(Beginning of LISTED RECORDS)

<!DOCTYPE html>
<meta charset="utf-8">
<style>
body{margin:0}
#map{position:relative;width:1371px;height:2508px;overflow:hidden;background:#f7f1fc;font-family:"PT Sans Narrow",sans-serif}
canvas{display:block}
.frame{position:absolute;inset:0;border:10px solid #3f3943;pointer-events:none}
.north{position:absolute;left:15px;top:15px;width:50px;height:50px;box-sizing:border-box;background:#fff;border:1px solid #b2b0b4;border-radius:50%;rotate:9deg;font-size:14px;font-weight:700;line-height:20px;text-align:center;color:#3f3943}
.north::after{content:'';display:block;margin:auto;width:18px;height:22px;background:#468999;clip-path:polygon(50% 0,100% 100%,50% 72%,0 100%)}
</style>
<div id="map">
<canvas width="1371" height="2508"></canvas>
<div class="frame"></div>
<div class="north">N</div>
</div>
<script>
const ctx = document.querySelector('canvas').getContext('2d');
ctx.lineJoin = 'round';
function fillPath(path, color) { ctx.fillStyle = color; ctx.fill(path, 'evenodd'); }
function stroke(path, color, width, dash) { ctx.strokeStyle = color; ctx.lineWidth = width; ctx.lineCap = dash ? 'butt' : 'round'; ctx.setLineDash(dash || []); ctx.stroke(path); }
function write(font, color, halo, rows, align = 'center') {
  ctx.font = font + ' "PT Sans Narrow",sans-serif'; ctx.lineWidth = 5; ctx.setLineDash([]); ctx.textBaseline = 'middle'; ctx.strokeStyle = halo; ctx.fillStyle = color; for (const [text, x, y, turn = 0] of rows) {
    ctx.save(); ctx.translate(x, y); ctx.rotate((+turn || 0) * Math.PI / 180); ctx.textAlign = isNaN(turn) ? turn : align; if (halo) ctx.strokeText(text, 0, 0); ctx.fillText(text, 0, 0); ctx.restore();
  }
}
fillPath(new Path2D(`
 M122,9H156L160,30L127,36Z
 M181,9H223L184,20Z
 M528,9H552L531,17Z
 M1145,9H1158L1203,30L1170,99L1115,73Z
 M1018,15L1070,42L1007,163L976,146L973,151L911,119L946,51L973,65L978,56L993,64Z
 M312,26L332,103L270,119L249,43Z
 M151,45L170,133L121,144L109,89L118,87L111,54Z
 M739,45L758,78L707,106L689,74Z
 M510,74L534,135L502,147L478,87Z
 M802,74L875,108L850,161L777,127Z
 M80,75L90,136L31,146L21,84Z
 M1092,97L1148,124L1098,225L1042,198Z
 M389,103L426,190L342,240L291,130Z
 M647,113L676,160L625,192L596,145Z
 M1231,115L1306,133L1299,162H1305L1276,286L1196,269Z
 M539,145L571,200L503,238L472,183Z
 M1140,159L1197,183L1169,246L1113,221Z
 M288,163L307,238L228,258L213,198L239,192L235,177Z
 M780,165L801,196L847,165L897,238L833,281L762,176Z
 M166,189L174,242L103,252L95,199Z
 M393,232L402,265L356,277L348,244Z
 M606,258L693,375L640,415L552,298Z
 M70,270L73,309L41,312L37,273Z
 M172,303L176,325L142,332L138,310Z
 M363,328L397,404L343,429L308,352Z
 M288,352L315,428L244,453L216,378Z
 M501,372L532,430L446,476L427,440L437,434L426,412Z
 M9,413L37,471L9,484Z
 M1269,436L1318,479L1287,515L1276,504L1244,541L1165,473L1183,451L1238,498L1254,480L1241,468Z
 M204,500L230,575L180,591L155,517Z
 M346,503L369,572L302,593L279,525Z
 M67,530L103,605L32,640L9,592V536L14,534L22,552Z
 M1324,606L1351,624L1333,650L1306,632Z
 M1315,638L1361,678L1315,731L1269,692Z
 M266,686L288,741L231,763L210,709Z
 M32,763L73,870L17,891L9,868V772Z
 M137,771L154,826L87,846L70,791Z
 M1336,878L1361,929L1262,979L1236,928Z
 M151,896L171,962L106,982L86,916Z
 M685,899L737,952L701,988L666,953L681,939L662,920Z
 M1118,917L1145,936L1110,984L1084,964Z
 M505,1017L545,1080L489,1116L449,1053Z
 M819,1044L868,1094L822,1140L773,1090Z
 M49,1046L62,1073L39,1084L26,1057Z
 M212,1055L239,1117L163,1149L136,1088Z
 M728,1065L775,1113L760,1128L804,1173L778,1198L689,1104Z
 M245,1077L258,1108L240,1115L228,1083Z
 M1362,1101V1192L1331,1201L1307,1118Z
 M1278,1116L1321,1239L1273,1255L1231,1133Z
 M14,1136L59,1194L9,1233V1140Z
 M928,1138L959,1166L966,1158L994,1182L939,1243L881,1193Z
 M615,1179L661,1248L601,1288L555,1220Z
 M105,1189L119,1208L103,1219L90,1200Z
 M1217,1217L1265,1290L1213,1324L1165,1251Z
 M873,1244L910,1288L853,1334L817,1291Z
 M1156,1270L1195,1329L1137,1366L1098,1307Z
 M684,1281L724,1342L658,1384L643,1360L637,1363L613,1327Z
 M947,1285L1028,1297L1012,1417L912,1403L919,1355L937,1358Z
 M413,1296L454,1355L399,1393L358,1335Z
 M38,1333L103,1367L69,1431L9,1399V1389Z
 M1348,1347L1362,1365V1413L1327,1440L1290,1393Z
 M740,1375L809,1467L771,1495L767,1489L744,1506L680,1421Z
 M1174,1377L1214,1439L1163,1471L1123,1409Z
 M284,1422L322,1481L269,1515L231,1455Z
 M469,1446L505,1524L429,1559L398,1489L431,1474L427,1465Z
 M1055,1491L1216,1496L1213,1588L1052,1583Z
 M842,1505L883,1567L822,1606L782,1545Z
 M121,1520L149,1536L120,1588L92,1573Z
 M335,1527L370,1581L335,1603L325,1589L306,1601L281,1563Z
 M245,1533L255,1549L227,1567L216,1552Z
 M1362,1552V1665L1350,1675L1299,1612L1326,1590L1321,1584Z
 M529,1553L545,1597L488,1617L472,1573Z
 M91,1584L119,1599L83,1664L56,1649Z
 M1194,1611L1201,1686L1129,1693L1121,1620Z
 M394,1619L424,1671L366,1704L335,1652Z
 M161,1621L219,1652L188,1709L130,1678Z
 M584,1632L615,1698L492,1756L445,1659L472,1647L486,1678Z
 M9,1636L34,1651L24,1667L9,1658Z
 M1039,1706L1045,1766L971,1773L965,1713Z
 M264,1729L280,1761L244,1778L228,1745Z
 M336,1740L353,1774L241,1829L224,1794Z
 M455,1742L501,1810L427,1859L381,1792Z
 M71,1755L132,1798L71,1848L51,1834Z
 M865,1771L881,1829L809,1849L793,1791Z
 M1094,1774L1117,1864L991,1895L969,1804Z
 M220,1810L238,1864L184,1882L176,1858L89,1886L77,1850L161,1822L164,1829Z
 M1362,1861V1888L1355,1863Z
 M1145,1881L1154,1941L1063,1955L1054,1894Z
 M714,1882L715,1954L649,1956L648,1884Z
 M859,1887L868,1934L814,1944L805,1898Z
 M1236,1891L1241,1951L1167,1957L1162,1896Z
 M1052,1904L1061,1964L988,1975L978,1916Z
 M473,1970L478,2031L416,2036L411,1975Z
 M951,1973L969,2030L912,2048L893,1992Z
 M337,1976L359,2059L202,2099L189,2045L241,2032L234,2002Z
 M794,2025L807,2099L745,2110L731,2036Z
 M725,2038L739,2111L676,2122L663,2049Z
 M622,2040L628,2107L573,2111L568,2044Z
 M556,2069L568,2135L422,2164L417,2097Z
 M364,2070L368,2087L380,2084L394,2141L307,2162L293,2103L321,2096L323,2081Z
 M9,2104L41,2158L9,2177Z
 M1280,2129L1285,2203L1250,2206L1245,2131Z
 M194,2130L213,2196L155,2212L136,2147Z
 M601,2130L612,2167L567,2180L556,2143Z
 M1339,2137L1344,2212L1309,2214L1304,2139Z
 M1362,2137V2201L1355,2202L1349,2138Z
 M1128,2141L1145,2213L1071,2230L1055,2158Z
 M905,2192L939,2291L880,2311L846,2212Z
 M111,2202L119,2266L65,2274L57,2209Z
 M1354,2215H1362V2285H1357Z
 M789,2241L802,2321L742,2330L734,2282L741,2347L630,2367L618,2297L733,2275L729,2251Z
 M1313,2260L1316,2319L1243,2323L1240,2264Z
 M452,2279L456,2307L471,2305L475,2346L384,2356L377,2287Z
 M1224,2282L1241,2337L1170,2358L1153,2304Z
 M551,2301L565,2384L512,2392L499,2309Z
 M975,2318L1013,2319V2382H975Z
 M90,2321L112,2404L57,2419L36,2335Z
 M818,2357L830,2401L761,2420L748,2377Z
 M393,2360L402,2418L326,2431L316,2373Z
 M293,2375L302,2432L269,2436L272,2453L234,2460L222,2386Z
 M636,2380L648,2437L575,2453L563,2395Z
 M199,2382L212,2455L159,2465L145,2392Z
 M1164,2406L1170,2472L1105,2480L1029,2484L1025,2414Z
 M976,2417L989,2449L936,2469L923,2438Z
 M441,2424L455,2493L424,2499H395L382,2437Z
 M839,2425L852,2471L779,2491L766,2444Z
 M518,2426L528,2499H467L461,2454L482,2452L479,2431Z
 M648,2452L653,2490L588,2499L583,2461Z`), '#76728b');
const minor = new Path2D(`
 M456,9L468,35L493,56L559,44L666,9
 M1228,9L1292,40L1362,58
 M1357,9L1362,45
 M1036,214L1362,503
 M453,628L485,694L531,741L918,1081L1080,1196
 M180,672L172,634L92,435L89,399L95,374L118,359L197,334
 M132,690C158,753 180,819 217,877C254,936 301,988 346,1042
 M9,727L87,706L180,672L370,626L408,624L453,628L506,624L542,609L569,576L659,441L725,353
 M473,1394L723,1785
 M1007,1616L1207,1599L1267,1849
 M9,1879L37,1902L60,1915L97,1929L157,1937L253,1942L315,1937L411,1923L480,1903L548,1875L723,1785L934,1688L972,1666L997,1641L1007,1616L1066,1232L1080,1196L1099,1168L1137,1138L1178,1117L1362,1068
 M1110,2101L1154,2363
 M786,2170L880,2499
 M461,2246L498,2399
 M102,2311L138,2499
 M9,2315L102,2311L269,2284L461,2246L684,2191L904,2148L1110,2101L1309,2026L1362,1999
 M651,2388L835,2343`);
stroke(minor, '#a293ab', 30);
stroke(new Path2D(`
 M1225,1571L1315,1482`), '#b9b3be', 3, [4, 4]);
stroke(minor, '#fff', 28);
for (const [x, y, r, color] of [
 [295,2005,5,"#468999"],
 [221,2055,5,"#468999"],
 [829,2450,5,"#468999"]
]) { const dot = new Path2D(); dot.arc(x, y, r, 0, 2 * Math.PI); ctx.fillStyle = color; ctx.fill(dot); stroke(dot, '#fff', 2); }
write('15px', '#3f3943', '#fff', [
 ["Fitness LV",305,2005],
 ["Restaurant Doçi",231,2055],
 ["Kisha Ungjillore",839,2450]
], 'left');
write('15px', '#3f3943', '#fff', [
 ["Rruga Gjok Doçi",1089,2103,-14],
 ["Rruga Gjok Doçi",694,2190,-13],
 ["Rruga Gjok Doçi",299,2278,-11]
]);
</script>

(End of LISTED RECORDS)

- ACTIVITY: Find and show each line of the listing with the word "function".

- ANSWER TO THIS PROBLEM:
function fillPath(path, color) { ctx.fillStyle = color; ctx.fill(path, 'evenodd'); }
function stroke(path, color, width, dash) { ctx.strokeStyle = color; ctx.lineWidth = width; ctx.lineCap = dash ? 'butt' : 'round'; ctx.setLineDash(dash || []); ctx.stroke(path); }
function write(font, color, halo, rows, align = 'center') {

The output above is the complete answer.